━━━ RECORDS FOR THIS TASK

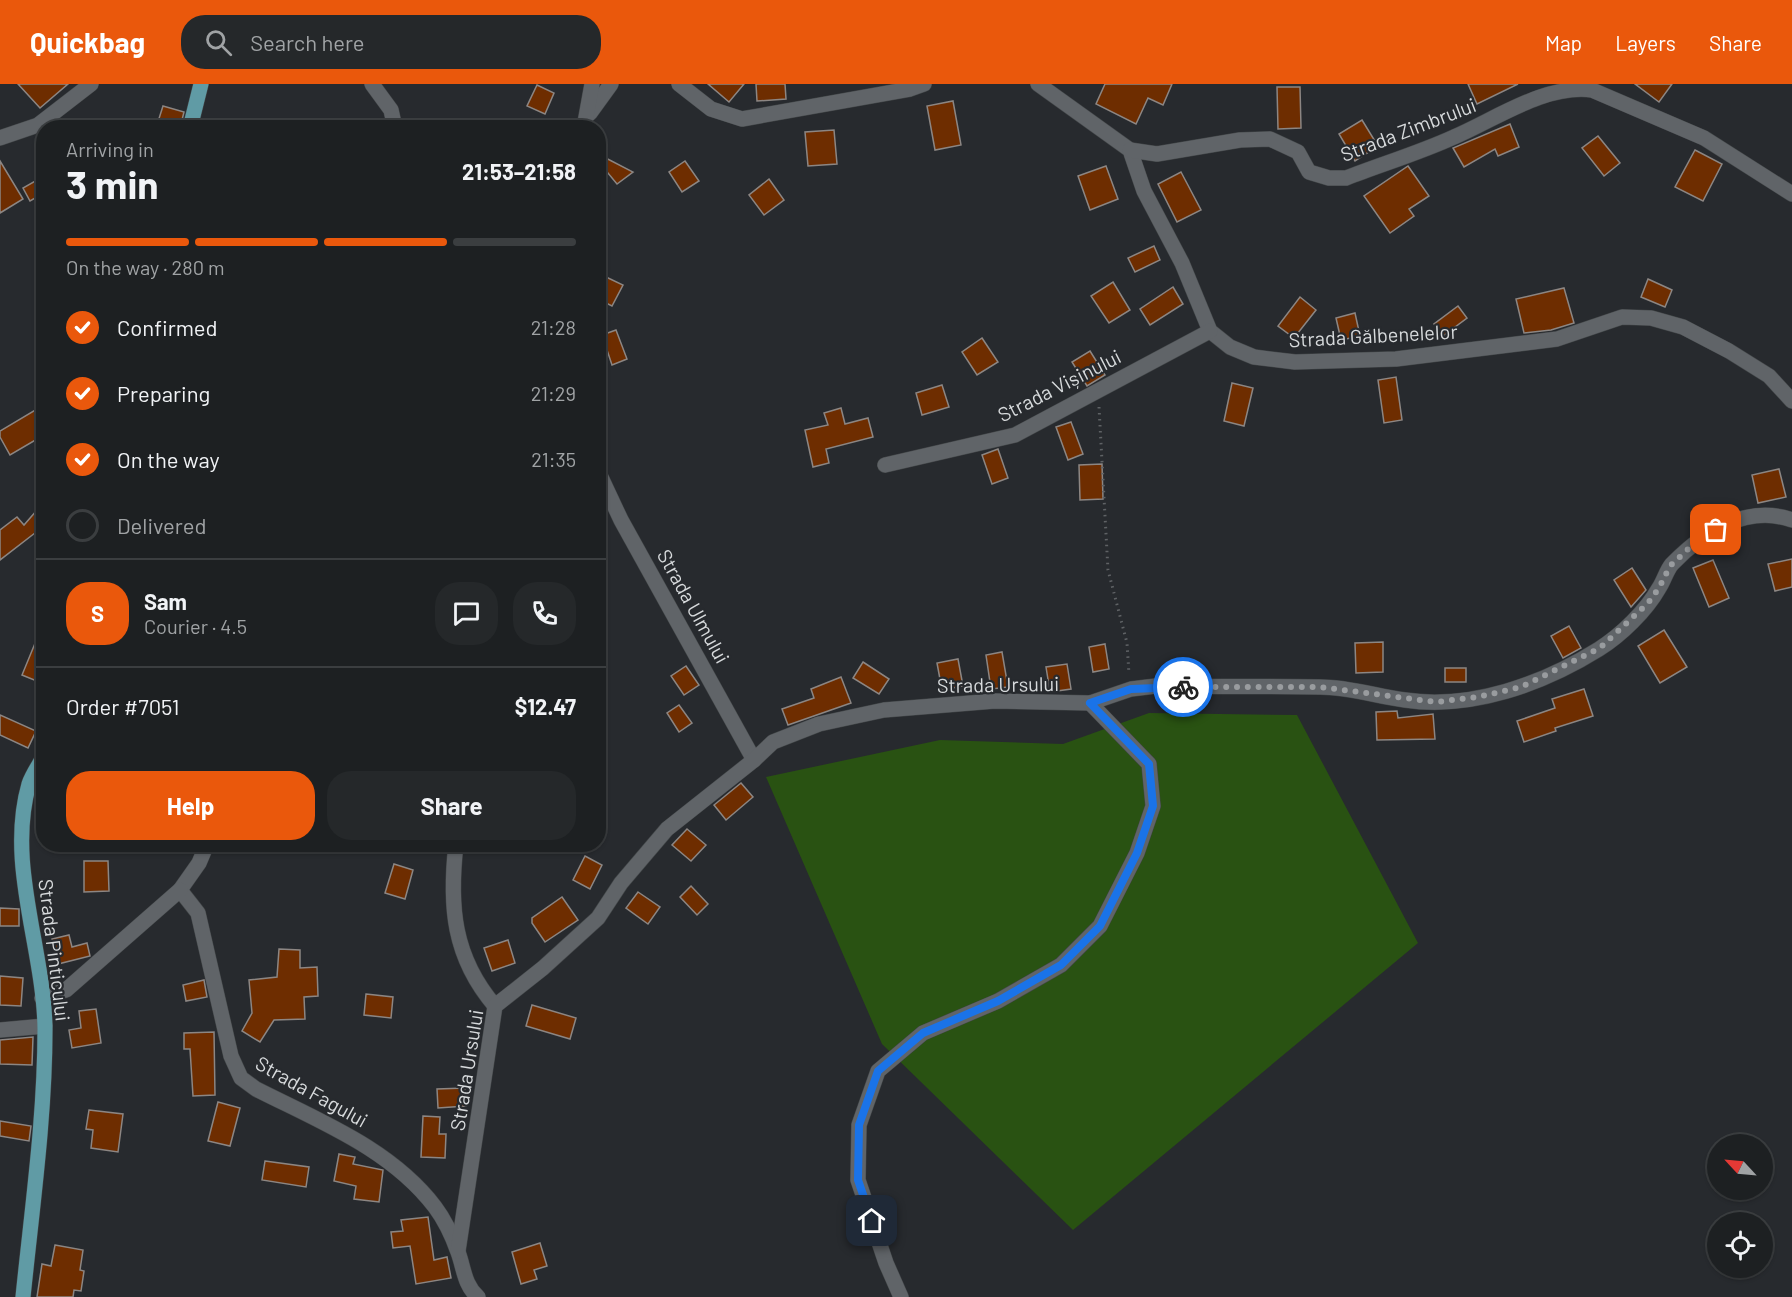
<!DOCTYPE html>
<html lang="en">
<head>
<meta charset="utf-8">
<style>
	body { margin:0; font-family:Barlow,sans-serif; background:#25282a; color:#f1f3f6; height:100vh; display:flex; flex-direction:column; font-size:22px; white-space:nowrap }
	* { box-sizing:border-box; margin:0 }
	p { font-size:20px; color:#a0a3a5 }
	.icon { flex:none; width:33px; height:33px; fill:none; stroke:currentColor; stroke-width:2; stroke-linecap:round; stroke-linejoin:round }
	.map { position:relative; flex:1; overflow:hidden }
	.panel { position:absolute; left:36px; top:36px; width:570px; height:732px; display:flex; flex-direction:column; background:#1d2022; border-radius:24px; box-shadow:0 2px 4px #0004,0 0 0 2px #3b3e40 }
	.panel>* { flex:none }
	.needle { width:39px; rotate:296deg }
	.fabs { position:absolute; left:1707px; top:1050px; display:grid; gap:12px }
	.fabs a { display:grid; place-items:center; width:66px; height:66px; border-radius:50%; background:#1d2022; box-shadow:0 2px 4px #0004,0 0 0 2px #3b3e40; font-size:30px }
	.pin { position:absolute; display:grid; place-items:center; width:51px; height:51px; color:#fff; margin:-26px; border-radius:12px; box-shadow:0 3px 9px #0006 }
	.courier { position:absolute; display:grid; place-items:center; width:60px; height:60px; margin:-30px; border:4px solid #1a73e8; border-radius:50%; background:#fff; color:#222; box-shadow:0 2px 8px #0007 }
	.head em { font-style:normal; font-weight:700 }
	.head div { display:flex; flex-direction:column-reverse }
	.head { display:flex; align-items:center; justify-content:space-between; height:102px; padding:0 30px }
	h1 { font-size:39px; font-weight:700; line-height:45px }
	.bar { display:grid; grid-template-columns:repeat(4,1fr); gap:9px 6px; align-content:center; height:72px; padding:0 30px }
	.bar i { height:8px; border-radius:4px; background:#3b3e40 }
	.bar .selected { background:#ea580c }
	.bar p { grid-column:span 4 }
	.line { display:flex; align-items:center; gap:15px; padding:0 30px; border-top:2px solid #3b3e40 }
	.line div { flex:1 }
	.round { display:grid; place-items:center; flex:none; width:63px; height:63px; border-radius:24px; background:#25282a }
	ol { padding:0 30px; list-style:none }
	li { display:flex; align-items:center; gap:18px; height:66px }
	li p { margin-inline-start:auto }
	li .icon { padding:6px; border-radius:50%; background:#ea580c; color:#fff; stroke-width:4 }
	li:last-child { color:#a0a3a5 }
	li i { width:33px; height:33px; border:3px solid #3b3e40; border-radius:50% }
	.cta { display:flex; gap:12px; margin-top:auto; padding:12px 30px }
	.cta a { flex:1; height:69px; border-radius:24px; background:#ea580c; color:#fff; font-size:24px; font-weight:700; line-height:69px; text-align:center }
	.cta a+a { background:#25282a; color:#f1f3f6 }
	header { display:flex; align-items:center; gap:36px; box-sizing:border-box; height:84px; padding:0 30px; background:#ea580c; color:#fff }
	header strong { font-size:28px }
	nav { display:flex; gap:33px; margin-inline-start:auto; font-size:21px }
	.search { width:420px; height:54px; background:#25282a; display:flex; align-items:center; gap:15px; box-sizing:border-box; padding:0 21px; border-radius:24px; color:#a0a3a5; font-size:22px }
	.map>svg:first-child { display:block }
	.green { fill:#295212 }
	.building { fill:#6e2d00; stroke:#8c8683; stroke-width:1.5 }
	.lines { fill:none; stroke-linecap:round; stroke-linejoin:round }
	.minor-casing { stroke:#434749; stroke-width:16 }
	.major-casing { stroke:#434749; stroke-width:16 }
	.path { stroke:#5f6265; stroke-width:3; stroke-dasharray:1.5 4.5; stroke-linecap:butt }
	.minor { stroke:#606468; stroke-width:15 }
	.major { stroke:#609ba5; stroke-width:15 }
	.done { stroke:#999c9f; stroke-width:6; stroke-dasharray:0 10.8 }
	.route { stroke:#1a73e8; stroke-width:8 }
	.labels { text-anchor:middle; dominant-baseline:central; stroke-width:4.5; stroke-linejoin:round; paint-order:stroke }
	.street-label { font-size:20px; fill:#d7dadc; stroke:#272a2e }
</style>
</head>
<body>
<header>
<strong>Quickbag</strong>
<div class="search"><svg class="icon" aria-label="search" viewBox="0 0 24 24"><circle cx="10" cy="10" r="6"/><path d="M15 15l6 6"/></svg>Search here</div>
<nav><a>Map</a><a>Layers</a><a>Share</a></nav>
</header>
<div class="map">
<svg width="1792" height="1213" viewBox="0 0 1792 1213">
	<rect width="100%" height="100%" fill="#272a2e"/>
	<!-- green -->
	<path class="green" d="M1149 629 1297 631 1418 859 1073 1146 882 960 766 693 940 656 1063 660Z"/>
	<!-- building -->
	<g class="building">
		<path d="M18 0H68L40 24Z"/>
		<path d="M708 0H744L729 18Z"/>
		<path d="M756 0H785L786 15 757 17Z"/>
		<path d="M1105 0H1172L1163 21 1148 14 1136 40 1096 20Z"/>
		<path d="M1468 0H1518L1477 20Z"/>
		<path d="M1635 0H1672L1659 18Z"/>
		<path d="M537 1 554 9 545 30 527 22Z"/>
		<path d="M1277 3H1300L1301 44 1278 45Z"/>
		<path d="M953 17 961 61 935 66 927 22Z"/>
		<path d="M163 22 184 28 180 44H156Z"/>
		<path d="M1362 36 1378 62 1355 77 1339 50Z"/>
		<path d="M1510 40 1519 63 1498 72 1495 65 1464 83 1453 64Z"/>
		<path d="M834 46 837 80 808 82 805 48Z"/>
		<path d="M1598 52 1620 79 1604 92 1582 64Z"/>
		<path d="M1695 66 1722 80 1703 117 1675 103Z"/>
		<path d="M598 70 633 88 617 100 598 77Z"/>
		<path d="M0 77 23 115 0 129Z"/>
		<path d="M685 77 699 97 682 108 669 88Z"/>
		<path d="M1106 82 1118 115 1090 126 1078 92Z"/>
		<path d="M1408 82 1429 112 1409 125 1414 132 1390 149 1364 112Z"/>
		<path d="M1181 88 1201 126 1177 138 1158 100Z"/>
		<path d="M44 92V109L30 117 23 104Z"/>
		<path d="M769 95 784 116 764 131 749 111Z"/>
		<path d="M1154 162 1160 176 1135 188 1128 174Z"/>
		<path d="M606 193 623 201 612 222 598 215V195L603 198Z"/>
		<path d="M1648 195 1672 206 1665 223 1641 213Z"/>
		<path d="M1113 198 1130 226 1109 239 1091 212Z"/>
		<path d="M1173 203 1183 220 1150 241 1140 225Z"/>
		<path d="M1564 204 1574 239 1551 246 1524 249 1516 215Z"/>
		<path d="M1300 213 1316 226 1294 254 1278 242Z"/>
		<path d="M1458 222 1467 234 1443 252 1434 240Z"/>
		<path d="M1355 229 1360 252 1341 256 1336 234Z"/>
		<path d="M616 246 627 275 612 281 602 251Z"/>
		<path d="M982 254 998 278 977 291 962 268Z"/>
		<path d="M1090 267 1105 291 1087 302 1072 278Z"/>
		<path d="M1396 293 1402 336 1384 339 1378 296Z"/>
		<path d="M1232 299 1253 304 1244 342 1224 337Z"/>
		<path d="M942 301 949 323 922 331 916 309Z"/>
		<path d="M841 324 845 340 868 334 873 353 826 365 829 379 813 383 805 346 828 341 824 329Z"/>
		<path d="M37 325 44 336V351L10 371 0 353V347Z"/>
		<path d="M1071 338 1083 370 1068 376 1056 343Z"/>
		<path d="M998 365 1008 394 992 400 982 371Z"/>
		<path d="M1102 380 1103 415 1080 416 1079 381Z"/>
		<path d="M1779 385 1786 413 1758 419 1752 391Z"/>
		<path d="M44 418V442L0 476V446L17 433 24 441Z"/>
		<path d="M1792 475V503L1775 507 1768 480Z"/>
		<path d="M1713 476 1729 514 1709 523 1693 484Z"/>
		<path d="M1632 484 1646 506 1631 523 1614 496Z"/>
		<path d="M43 540H44V600L22 591Z"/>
		<path d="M1569 542 1581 564 1563 574 1551 552Z"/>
		<path d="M1664 546 1687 583 1660 599 1638 562Z"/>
		<path d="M1383 558V588L1356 589 1355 559Z"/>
		<path d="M1105 560 1109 585 1093 588 1089 563Z"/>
		<path d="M1002 568 1008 603 991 605 986 571Z"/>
		<path d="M958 575 963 602 942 606 937 579Z"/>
		<path d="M863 578 889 595 879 610 853 594Z"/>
		<path d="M1067 580 1071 605 1050 608 1046 583Z"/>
		<path d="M686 582 699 601 684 611 671 592Z"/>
		<rect x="1445" y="584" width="21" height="14"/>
		<path d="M841 593 851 619 788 641 782 625 814 614 811 605Z"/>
		<path d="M1584 605 1593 632 1555 644 1556 647 1524 658 1517 637 1555 624 1552 615Z"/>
		<path d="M679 621 692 639 679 648 667 629Z"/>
		<path d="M1397 627 1398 634 1433 630 1435 655 1377 656 1376 628Z"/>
		<path d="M0 631 36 647 28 664 0 651Z"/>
		<path d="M741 699 753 713 726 736 714 721Z"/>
		<path d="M687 745 706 761 691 777 672 761Z"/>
		<path d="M585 772 602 781 590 805 573 796Z"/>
		<path d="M84 777H108L109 807 84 808Z"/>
		<path d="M394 780 413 786 405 815 385 809Z"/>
		<path d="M691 802 708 820 697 831 680 813Z"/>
		<path d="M638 808 660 823 648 840 626 824Z"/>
		<path d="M562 813 578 836 545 858 532 839V834Z"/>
		<path d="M0 824 19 825V842H0Z"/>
		<path d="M69 851 72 863 87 859 90 872 58 880 52 855Z"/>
		<path d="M508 856 515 879 492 887 484 864Z"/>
		<path d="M279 865 300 866V884L317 883 318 912 304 913 305 935 274 936 260 958 242 947 252 929 249 896 277 893Z"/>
		<path d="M0 892 23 894 21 922 0 921Z"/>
		<path d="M204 896 207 913 186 917 183 901Z"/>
		<path d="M366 910 393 913 391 934 364 931Z"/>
		<path d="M532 921 576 934 570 955 526 942Z"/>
		<path d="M96 925 101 959 72 964 69 946 81 944 79 927Z"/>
		<path d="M214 948 215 1011 193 1012 190 965H184V949Z"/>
		<path d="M33 953 32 981 0 980V956Z"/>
		<path d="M465 1004 466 1022 438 1024 437 1005Z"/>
		<path d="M218 1018 240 1024 230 1062 208 1057Z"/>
		<path d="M89 1026 123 1030 118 1068 91 1064 93 1046 86 1045Z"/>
		<path d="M423 1032 440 1033 439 1050H446L445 1074 421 1073Z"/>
		<path d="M0 1037 31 1042 29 1057 0 1052Z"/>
		<path d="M339 1070 355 1073 353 1080 383 1086 379 1118 354 1115 356 1102 334 1097Z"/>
		<path d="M265 1077 309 1083 306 1103 262 1096Z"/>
		<path d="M428 1133 434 1176 447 1173 451 1194 416 1200 410 1162 393 1164 391 1148 403 1147 401 1136Z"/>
		<path d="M540 1159 547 1182 534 1186 537 1195 521 1200 512 1168Z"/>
		<path d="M55 1161 83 1166 80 1186 84 1187 81 1207 74 1206 73 1213H37L42 1180 51 1182Z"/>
	</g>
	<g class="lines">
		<defs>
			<g id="minor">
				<path d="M372 0 391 26 395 44"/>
				<path d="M679 0 711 25 742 35 910 5 924 0"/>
				<path d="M1038 0 1130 66 1144 107 1182 179 1210 247 1230 263 1254 273 1295 278 1396 275 1557 255 1622 233 1651 234 1683 243 1729 267 1769 292 1792 317"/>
				<path d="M590 29 611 0"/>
				<path d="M584 44 592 0"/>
				<path d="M0 54 38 41 91 0"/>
				<path d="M1130 66 1157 70 1240 56 1270 55 1298 68 1309 88 1329 94H1346C1382 80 1419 69 1454 53 1496 35 1545 0 1592 6L1704 54 1792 110"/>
				<path d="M885 381 1015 351 1210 247"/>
				<path d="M598 387 621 436 754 676"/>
				<path d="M207 760 199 779 180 806 198 829 231 972 241 994 256 1005C319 1037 391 1065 435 1123 444 1135 453 1154 458 1168 464 1184 464 1201 478 1213"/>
				<path d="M456 760C449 822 453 873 495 922"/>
				<path d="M42 914 66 906 180 806"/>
				<path d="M0 946 45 942"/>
				<path d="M458 1167 495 922 543 884 598 834 621 799 667 745 754 676 773 658 819 640 884 626 995 617 1090 619 1131 605 1156 602C1211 603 1265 602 1320 603 1349 603 1376 612 1405 616 1471 626 1543 600 1599 565 1621 551 1646 527 1659 504 1664 497 1666 487 1672 480 1703 448 1747 420 1792 436"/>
				<path d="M901 1213 886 1179 858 1096 859 1041 878 987 923 949 998 917 1061 881 1100 842 1137 769 1153 722 1149 680 1090 619"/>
			</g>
			<g id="major">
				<path d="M190 44 201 0"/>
				<path d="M23 1213C32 1124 45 1034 45 945 44 864 6 780 29 700 32 691 39 681 44 672"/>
			</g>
		</defs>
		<!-- minor casing -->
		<use href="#minor" class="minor-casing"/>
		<!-- major casing -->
		<use href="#major" class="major-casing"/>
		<!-- path -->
		<path class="path" d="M1099 323 1108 486 1127 559 1129 590"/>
		<!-- minor -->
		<use href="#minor" class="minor"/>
		<!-- major -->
		<use href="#major" class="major"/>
	</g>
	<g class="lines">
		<!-- done -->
		<path class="done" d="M1183 603H1320L1436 618 1478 613 1521 603 1600 564 1648 519 1659 504 1670 482 1698 456 1716 446"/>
		<!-- route -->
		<path class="route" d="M872 1137 858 1096 859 1041 878 987 923 949 998 917 1061 881 1100 842 1137 769 1153 722 1149 680 1090 619 1131 605 1183 603"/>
	</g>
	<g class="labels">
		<!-- street labels -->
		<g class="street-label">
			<text transform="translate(1408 45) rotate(-21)">Strada Zimbrului</text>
			<text transform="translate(1373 251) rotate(-3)">Strada Gălbenelelor</text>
			<text transform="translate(1059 301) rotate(-27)">Strada Vișinului</text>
			<text transform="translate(694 522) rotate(61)">Strada Ulmului</text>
			<text transform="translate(998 600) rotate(-1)">Strada Ursului</text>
			<text transform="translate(55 866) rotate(83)">Strada Pinticului</text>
			<text transform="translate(466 986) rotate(-81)">Strada Ursului</text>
			<text transform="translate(312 1007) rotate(29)">Strada Fagului</text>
		</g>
	</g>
</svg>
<div class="fabs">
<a><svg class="needle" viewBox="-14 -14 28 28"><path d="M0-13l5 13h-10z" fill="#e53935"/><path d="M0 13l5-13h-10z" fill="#a0a3a5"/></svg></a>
<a><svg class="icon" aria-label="locate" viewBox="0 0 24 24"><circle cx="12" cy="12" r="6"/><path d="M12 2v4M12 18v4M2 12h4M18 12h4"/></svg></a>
</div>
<div class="pin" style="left:1716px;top:446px;background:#ea580c"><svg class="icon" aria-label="bag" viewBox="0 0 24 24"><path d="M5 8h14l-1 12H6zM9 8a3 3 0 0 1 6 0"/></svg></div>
<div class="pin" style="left:872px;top:1137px;background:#1f2937"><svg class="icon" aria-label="home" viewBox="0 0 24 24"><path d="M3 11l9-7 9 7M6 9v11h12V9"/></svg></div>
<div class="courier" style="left:1183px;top:603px"><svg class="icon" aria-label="bike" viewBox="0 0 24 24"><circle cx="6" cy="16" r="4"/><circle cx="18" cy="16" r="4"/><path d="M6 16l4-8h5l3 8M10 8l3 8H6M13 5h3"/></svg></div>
<section class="panel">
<div class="head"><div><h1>3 min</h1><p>Arriving in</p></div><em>21:53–21:58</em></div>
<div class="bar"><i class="selected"></i><i class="selected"></i><i class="selected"></i><i></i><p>On the way · 280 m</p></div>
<ol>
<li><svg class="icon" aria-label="check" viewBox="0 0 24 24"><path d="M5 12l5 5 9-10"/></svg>Confirmed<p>21:28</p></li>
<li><svg class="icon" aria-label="check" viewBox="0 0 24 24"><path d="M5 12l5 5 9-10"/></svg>Preparing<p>21:29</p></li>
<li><svg class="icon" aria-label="check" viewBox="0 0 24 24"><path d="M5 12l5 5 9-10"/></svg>On the way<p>21:35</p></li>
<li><i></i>Delivered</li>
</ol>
<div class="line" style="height:108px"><b class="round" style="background:#ea580c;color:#fff">S</b><div><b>Sam</b><p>Courier · 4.5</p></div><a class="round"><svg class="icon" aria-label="chat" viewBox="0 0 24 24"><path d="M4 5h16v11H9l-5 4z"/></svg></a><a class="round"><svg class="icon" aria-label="phone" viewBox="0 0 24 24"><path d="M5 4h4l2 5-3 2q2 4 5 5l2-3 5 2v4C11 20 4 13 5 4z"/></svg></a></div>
<div class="line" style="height:78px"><div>Order #7051</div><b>$12.47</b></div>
<div class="cta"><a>Help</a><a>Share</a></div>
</section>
</div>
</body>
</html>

━━━━━━

▸ WORK REQUIRED: Whatever lies between the first line of the data and the line holding "display:flex; align-items:center; justify-content:space-between;", inclusive, should be repeated exactly, apart from the pictures.

▸ PROBLEM SOLUTION:
<!DOCTYPE html>
<html lang="en">
<head>
<meta charset="utf-8">
<style>
	body { margin:0; font-family:Barlow,sans-serif; background:#25282a; color:#f1f3f6; height:100vh; display:flex; flex-direction:column; font-size:22px; white-space:nowrap }
	* { box-sizing:border-box; margin:0 }
	p { font-size:20px; color:#a0a3a5 }
	.icon { flex:none; width:33px; height:33px; fill:none; stroke:currentColor; stroke-width:2; stroke-linecap:round; stroke-linejoin:round }
	.map { position:relative; flex:1; overflow:hidden }
	.panel { position:absolute; left:36px; top:36px; width:570px; height:732px; display:flex; flex-direction:column; background:#1d2022; border-radius:24px; box-shadow:0 2px 4px #0004,0 0 0 2px #3b3e40 }
	.panel>* { flex:none }
	.needle { width:39px; rotate:296deg }
	.fabs { position:absolute; left:1707px; top:1050px; display:grid; gap:12px }
	.fabs a { display:grid; place-items:center; width:66px; height:66px; border-radius:50%; background:#1d2022; box-shadow:0 2px 4px #0004,0 0 0 2px #3b3e40; font-size:30px }
	.pin { position:absolute; display:grid; place-items:center; width:51px; height:51px; color:#fff; margin:-26px; border-radius:12px; box-shadow:0 3px 9px #0006 }
	.courier { position:absolute; display:grid; place-items:center; width:60px; height:60px; margin:-30px; border:4px solid #1a73e8; border-radius:50%; background:#fff; color:#222; box-shadow:0 2px 8px #0007 }
	.head em { font-style:normal; font-weight:700 }
	.head div { display:flex; flex-direction:column-reverse }
	.head { display:flex; align-items:center; justify-content:space-between; height:102px; padding:0 30px }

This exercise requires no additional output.